The families were together, in the houses, enjoying perhaps the few days of the year when they could get some rest; a long day of sun and good weather. On 15 August, Easter was already far away and the resolutions of a holy life and the hope for the future life had perhaps already been torn from the souls of many faithful Christians. Also far away was the feast of Christmas, so dear and dear, when Christianity celebrated the birth of the Saviour, who called again for joy, hope and the desire for holiness.

And in the middle of the year, the Church proposes to celebrate, once again, the triumph over death. Believing in the future life is not easy, but it is all the easier if we are given the example of someone who has achieved it. That Jesus Christ, Son of God, should rise from the dead, if I may say so, has no merit. He is God. Omnipotent. If he created everything, he can destroy everything. If he created life, he can bring himself back from the dead. But if someone who is not God, but human, completely and exclusively human, as is the Virgin Mary, is taken to Heaven, it is a great consolation. Especially when you work from sunrise to sunset for bread to put in your mouth.
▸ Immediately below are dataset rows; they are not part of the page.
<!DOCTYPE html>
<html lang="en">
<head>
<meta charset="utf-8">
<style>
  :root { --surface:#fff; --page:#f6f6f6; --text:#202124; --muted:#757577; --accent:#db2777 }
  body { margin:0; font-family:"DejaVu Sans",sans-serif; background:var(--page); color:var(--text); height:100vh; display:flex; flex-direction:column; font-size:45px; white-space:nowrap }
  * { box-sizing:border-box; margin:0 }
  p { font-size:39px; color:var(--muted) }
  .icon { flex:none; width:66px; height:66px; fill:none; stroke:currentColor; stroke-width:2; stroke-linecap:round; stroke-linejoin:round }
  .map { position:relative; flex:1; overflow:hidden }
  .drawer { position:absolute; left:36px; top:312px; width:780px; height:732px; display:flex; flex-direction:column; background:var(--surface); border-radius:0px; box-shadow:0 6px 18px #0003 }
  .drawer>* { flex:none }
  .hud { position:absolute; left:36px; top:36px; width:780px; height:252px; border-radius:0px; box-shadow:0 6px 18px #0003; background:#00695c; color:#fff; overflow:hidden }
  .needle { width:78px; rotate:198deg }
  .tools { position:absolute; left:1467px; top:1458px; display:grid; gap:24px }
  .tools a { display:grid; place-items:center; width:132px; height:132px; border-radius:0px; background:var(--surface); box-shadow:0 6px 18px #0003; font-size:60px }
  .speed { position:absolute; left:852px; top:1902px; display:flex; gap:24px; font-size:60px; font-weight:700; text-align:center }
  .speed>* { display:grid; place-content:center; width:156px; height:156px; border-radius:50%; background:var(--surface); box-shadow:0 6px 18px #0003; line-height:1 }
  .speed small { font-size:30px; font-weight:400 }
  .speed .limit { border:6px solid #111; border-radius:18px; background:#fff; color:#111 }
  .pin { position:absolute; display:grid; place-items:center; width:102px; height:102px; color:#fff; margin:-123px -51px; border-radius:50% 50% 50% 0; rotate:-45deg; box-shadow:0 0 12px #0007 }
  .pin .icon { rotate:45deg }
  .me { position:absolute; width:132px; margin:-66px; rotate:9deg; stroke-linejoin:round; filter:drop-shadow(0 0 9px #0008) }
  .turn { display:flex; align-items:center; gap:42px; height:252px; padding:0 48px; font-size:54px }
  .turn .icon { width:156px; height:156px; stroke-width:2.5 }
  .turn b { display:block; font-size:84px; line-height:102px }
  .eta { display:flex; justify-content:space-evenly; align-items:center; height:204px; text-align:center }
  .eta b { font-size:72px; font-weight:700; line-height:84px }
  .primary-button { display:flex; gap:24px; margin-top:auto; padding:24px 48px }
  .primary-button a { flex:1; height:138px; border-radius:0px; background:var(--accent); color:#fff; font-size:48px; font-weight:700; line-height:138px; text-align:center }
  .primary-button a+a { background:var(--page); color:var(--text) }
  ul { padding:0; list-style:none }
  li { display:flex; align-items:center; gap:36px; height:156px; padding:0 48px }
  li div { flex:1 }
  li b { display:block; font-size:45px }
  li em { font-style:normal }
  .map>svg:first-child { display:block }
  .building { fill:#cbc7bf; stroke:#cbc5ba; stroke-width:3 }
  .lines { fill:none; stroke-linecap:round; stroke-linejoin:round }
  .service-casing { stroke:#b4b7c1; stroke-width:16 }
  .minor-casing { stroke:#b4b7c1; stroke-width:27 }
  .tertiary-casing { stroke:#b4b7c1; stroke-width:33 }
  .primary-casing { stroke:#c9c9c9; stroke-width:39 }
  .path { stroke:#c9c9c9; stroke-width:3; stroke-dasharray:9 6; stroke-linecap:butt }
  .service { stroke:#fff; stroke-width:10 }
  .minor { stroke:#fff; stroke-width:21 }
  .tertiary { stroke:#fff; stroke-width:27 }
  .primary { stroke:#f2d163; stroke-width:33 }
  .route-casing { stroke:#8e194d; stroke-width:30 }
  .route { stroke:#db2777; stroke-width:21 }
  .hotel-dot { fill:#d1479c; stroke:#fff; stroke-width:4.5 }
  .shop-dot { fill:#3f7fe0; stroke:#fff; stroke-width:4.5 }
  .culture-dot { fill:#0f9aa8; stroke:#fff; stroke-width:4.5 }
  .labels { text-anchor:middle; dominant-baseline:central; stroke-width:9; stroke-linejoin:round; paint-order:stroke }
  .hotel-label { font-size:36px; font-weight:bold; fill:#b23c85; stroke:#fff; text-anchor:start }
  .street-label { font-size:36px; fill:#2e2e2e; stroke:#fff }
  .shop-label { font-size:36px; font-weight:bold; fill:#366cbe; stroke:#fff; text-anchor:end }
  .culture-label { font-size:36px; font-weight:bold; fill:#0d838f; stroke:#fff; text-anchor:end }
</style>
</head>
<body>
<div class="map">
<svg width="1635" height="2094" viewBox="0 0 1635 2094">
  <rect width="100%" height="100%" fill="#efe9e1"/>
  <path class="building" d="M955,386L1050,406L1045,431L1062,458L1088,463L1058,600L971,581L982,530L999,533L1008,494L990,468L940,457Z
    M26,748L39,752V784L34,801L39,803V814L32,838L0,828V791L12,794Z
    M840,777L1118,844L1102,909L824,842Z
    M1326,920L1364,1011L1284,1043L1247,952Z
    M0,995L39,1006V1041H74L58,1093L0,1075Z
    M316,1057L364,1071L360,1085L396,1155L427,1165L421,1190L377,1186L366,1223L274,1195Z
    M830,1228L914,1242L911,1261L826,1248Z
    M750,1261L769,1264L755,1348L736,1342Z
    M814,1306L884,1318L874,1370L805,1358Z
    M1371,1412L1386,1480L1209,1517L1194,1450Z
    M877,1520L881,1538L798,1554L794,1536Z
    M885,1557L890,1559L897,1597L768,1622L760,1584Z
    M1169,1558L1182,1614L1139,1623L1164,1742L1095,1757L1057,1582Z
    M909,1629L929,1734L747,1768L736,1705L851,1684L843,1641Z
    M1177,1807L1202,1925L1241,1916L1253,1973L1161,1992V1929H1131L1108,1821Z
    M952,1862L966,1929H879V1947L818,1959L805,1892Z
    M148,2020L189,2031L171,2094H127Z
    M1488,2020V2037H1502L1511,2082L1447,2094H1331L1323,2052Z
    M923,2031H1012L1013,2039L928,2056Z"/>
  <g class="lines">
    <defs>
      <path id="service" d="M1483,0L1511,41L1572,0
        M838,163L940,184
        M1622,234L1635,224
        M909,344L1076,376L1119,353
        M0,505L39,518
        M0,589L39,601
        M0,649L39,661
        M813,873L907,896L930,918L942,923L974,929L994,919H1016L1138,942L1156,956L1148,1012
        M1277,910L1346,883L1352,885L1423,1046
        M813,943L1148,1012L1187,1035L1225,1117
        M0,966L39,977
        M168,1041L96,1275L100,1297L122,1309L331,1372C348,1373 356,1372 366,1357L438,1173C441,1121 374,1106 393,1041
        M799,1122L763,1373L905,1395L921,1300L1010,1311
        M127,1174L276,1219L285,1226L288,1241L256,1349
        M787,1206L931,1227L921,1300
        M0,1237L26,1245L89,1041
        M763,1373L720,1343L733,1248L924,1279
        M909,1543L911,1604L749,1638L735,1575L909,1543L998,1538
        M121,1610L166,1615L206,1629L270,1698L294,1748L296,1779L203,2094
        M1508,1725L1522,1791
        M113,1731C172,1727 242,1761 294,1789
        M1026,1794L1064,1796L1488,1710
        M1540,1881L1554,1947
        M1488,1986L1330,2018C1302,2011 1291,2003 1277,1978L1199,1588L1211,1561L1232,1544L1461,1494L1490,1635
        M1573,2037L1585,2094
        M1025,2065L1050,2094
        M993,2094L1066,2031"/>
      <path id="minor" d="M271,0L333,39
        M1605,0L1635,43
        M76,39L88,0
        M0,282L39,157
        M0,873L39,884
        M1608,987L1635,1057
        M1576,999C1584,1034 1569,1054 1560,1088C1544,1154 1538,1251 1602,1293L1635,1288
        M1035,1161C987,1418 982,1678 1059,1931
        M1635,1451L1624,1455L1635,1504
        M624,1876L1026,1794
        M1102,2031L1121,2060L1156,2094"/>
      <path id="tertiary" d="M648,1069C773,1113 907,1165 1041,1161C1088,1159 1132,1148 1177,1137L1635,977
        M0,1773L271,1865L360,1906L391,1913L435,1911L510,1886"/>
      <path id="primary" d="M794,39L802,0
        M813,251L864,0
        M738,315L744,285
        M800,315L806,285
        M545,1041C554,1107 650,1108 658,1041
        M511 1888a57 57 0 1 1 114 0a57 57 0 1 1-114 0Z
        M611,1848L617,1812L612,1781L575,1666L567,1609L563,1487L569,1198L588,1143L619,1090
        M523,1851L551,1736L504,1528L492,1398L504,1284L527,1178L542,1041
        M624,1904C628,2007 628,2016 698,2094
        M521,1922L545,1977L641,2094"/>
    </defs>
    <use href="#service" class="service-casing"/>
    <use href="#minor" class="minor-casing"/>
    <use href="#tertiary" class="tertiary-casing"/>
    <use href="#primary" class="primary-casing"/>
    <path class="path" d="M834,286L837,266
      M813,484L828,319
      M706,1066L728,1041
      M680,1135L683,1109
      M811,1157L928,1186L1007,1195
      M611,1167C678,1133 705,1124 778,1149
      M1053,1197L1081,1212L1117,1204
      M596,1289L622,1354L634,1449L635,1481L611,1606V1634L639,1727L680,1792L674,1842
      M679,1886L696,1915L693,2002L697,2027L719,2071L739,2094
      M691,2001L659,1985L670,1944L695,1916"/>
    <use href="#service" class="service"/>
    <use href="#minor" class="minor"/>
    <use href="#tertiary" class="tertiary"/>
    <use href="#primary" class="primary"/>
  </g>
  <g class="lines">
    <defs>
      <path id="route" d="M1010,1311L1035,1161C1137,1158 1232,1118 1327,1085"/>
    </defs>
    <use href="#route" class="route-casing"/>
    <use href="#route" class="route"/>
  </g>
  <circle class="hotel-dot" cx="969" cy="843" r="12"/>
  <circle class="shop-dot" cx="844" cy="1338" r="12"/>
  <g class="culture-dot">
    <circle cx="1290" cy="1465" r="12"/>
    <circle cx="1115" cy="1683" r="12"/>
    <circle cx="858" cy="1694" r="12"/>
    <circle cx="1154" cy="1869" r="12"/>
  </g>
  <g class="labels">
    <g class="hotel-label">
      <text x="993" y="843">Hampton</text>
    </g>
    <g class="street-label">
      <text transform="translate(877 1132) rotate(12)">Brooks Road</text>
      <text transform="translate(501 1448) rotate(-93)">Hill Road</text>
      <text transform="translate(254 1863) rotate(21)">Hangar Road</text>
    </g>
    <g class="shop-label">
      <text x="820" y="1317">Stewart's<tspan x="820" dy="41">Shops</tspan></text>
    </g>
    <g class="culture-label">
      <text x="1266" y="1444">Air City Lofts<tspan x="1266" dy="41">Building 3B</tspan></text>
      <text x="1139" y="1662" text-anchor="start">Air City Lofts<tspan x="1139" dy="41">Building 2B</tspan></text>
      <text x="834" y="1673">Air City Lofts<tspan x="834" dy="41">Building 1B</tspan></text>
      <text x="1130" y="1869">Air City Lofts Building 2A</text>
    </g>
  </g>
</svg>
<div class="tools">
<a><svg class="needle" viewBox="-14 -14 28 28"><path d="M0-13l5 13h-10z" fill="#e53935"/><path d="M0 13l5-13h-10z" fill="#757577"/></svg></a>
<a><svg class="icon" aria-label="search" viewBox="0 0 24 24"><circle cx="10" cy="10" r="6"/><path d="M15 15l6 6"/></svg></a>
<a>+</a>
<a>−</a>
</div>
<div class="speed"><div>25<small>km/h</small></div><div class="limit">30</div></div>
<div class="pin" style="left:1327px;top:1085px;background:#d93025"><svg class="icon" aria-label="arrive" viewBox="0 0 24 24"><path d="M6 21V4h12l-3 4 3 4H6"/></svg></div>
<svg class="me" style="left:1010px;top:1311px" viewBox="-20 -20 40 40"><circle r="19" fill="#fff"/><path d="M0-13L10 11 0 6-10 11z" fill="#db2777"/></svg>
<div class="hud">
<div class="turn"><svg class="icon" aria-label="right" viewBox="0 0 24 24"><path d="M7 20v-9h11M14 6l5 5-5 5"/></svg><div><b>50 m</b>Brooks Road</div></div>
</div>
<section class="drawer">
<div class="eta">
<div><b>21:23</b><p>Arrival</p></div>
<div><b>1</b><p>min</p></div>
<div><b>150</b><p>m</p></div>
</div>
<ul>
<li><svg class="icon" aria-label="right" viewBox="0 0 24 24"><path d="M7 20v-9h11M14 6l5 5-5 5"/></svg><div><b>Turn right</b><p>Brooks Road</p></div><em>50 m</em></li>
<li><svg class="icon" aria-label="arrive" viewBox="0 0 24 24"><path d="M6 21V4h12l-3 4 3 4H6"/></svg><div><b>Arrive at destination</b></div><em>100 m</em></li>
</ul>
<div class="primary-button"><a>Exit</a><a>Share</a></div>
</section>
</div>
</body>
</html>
The 15th of August is a feast day for the whole of Christendom. It is the feast of Europe. Europe is no longer an agrarian society but hundreds of villages dress up in mid-summer to celebrate, once again, the triumph over death. Now the popular festivals are filled with tourists, curious onlookers, many of them totally oblivious to the meaning of the religious festival, which used to be a festival of civilisation. The Church was wise and made this great day coincide with the rest of millions of farmers, whether or not they were satisfied with their harvests. If they had been good, they thanked God; if not, they prayed to heaven for good rains, snow in due season, no frost.

Our lives no longer depend on the rhythms of the sun; and we are entitled to annual leave, weekly rest, and perhaps seven or eight hours a day. If the work is excessively hard or dangerous, there are wage supplements. But there are none for rural people. There are none for farmers and ranchers who keep looking up at the sky every morning to see if it will rain or not.
That’s why we don’t value rain, or having hot water every day; nor do we thank God, or ask Him for many things, except when illness, pain or setback strikes. The wisdom of the Church is eternal. For this feast of the Assumption of the Virgin Mary comes to most Europeans when we are enjoying our holidays. Well-deserved or not. And with it a good time to meditate, for a few minutes, on life and death.

We are going to die. Perhaps with an Apple mobile phone in hand, with our Amazon app ready to execute that purchase order that in normal conditions we wouldn’t make and wishing to buy a Tesla just because the neighbour, or the boss, or the co-worker has one, it’s harder to think that one is going to die. But it’s true. Certus an, incertus quando; said the Latin sages.
If you know you are going to die tomorrow, you will live today differently. Decades ago, before the First World War, Europe still lived knowing that it was going to die tomorrow. And that is why it lived differently. This irrefutable truth, with all its consequences, coloured the whole of European existence. From family life to religious practice, politics and economics, culture and art.

European values, politicians repeat every day, throwing them in our faces. European value is knowing that you will die tomorrow, that there will be a trial, that you will be judged in love and that your mother, the Virgin, is in heaven waiting for you.